- **WHAT IS REQUIRED**
Copy, exactly and without additions, every line in the records below from the one holding "462px,540px 468px,533px 479px,523px" through the one holding "492px,591px 499px,586px 508px,574px", both ends included.

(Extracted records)
[Start of section]

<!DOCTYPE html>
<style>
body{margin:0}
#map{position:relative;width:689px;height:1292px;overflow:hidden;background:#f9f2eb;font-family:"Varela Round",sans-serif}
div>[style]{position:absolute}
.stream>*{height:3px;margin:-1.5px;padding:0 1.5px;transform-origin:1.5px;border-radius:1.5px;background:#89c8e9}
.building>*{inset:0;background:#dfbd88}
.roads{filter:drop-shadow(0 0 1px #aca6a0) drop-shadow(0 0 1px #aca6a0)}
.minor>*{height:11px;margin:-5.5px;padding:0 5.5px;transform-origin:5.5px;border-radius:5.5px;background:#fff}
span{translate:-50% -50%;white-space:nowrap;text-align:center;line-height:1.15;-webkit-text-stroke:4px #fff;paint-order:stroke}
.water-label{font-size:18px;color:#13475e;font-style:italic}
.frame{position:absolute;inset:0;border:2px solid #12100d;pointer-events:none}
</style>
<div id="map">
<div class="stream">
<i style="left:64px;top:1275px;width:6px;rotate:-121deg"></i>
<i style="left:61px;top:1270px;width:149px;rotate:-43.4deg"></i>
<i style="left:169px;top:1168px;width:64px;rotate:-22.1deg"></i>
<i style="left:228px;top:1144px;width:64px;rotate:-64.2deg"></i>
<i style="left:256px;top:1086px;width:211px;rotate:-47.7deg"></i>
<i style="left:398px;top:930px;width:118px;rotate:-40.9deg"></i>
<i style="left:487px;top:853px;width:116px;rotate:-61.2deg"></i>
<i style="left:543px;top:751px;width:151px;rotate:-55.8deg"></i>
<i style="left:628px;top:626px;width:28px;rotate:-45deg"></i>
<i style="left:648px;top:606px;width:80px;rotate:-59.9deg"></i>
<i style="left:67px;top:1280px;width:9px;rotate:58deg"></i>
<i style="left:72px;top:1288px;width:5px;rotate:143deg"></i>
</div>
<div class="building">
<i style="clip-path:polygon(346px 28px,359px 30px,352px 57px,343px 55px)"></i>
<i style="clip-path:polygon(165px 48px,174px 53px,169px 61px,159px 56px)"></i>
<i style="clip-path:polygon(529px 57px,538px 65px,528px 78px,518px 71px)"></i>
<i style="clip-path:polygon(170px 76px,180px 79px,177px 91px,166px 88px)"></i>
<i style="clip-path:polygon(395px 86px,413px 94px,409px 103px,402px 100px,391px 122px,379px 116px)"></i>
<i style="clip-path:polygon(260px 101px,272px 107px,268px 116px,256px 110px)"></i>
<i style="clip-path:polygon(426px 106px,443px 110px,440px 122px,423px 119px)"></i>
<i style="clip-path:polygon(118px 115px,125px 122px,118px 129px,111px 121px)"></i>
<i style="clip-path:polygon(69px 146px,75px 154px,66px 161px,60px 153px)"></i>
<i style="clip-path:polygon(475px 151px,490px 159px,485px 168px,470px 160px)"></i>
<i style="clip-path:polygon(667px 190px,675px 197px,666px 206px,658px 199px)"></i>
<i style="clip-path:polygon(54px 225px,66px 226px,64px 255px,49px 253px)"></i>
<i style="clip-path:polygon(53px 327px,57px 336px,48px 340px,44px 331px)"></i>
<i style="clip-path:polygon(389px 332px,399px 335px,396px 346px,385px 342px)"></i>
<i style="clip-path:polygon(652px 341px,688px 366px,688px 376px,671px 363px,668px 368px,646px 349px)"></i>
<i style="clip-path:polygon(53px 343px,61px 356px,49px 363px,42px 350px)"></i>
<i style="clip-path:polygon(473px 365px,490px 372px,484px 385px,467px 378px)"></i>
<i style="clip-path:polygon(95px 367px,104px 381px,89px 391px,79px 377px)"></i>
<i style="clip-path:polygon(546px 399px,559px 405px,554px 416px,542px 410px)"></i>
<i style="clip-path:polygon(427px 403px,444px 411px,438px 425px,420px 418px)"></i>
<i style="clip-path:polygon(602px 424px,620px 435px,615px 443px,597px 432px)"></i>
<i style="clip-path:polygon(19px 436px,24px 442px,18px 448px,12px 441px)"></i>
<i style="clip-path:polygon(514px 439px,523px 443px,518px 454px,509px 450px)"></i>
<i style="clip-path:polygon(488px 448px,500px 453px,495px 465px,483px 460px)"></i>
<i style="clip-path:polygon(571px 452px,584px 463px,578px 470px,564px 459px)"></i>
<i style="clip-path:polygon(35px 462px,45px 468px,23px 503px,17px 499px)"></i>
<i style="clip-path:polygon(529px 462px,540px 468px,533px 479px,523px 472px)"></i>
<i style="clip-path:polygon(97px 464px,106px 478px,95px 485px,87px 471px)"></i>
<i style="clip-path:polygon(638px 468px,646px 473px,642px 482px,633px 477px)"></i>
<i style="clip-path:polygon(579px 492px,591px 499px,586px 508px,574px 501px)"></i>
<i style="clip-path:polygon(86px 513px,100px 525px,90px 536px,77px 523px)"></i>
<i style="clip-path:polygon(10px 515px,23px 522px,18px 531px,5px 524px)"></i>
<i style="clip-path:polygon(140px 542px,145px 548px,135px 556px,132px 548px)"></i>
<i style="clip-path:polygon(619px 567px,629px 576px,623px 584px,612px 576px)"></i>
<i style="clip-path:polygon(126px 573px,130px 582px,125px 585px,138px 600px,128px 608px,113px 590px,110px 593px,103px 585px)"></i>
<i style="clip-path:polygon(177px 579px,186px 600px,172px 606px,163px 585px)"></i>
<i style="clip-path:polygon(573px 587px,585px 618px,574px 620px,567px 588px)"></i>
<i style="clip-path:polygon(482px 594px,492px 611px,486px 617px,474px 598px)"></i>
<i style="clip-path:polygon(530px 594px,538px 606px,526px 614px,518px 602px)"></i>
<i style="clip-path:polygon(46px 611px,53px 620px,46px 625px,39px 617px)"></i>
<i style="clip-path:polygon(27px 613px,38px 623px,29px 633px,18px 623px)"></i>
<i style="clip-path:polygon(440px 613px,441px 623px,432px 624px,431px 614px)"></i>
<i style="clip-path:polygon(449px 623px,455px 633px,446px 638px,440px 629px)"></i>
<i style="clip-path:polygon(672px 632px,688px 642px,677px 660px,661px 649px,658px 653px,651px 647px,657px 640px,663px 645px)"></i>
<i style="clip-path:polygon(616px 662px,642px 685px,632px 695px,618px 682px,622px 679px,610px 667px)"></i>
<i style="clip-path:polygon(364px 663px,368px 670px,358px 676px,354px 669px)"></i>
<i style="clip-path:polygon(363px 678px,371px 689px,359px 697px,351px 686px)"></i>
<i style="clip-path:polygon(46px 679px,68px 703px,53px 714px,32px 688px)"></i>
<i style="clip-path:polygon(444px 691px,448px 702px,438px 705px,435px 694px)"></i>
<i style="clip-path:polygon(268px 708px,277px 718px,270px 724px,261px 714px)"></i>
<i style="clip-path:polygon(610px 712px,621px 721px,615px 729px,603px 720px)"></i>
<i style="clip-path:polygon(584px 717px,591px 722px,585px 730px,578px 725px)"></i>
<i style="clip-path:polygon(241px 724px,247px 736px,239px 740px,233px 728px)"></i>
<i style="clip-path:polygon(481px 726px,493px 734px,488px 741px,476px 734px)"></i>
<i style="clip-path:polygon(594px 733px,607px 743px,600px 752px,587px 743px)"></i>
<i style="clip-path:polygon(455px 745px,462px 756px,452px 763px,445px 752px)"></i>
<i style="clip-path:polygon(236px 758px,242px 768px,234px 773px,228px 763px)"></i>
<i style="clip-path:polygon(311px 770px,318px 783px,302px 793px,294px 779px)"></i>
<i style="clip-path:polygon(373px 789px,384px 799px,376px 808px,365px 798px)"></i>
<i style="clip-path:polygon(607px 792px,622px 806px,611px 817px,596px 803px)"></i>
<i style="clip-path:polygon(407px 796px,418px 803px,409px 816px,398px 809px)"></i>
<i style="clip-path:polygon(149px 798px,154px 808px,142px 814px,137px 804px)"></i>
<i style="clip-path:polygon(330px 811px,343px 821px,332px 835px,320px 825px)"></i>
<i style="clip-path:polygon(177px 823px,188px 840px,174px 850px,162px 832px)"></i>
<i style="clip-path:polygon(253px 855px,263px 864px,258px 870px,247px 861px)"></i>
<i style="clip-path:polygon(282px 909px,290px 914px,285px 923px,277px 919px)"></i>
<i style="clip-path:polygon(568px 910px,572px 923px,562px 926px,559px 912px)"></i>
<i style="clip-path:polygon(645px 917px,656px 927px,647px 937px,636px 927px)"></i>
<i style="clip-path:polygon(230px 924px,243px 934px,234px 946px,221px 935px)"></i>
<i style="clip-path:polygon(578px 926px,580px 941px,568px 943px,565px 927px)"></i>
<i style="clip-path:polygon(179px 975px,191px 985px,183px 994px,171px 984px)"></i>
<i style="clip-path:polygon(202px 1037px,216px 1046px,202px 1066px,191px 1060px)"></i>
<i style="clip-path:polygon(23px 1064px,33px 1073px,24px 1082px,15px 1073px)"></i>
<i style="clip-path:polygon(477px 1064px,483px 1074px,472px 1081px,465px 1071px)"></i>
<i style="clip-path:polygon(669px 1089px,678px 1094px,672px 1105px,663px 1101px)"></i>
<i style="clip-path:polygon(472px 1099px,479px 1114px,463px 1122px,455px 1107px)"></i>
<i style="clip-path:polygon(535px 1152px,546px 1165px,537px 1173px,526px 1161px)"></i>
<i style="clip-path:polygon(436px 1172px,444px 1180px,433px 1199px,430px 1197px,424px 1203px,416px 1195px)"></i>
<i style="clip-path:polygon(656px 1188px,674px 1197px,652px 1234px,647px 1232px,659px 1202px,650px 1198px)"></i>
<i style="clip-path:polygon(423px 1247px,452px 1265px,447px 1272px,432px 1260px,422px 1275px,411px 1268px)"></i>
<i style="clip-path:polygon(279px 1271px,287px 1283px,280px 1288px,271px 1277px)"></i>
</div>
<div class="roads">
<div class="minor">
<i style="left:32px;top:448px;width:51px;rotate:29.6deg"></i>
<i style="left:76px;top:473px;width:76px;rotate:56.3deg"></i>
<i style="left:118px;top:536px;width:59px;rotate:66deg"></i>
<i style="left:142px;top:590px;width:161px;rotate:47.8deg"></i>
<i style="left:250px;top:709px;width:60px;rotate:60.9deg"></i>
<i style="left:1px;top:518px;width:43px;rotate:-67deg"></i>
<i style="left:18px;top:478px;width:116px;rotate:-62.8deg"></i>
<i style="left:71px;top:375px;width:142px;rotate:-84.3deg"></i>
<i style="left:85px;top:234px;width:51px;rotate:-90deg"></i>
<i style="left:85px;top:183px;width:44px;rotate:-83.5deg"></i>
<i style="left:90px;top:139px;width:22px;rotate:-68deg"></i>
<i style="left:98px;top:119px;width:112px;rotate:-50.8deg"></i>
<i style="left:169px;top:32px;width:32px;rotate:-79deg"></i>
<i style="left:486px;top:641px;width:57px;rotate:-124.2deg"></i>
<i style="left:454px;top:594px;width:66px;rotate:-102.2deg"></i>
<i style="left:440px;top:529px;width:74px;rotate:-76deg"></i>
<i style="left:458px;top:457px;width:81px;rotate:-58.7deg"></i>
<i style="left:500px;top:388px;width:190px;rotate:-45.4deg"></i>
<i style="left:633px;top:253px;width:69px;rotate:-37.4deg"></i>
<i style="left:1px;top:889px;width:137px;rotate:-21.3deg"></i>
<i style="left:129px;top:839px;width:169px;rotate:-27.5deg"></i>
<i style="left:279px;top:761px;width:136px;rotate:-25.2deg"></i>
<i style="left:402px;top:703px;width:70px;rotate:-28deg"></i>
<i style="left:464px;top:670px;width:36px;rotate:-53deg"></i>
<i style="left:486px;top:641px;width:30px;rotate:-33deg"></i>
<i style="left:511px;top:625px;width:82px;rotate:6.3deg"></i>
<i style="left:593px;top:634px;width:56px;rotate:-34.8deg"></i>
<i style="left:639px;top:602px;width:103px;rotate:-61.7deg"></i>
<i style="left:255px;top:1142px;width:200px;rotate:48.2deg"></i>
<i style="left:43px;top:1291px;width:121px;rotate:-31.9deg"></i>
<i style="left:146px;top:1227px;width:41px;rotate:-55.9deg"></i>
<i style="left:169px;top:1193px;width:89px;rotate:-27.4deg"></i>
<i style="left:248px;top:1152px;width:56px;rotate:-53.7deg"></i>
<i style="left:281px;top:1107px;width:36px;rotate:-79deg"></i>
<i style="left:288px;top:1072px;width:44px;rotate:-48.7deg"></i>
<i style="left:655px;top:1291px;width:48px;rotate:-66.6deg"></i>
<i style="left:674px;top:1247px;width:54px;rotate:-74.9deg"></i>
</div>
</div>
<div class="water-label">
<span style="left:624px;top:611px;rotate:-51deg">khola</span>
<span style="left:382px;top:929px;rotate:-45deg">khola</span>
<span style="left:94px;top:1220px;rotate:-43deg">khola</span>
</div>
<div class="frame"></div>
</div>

[End of section]

- **SOLUTION FOR THIS TASK**
<i style="clip-path:polygon(529px 462px,540px 468px,533px 479px,523px 472px)"></i>
<i style="clip-path:polygon(97px 464px,106px 478px,95px 485px,87px 471px)"></i>
<i style="clip-path:polygon(638px 468px,646px 473px,642px 482px,633px 477px)"></i>
<i style="clip-path:polygon(579px 492px,591px 499px,586px 508px,574px 501px)"></i>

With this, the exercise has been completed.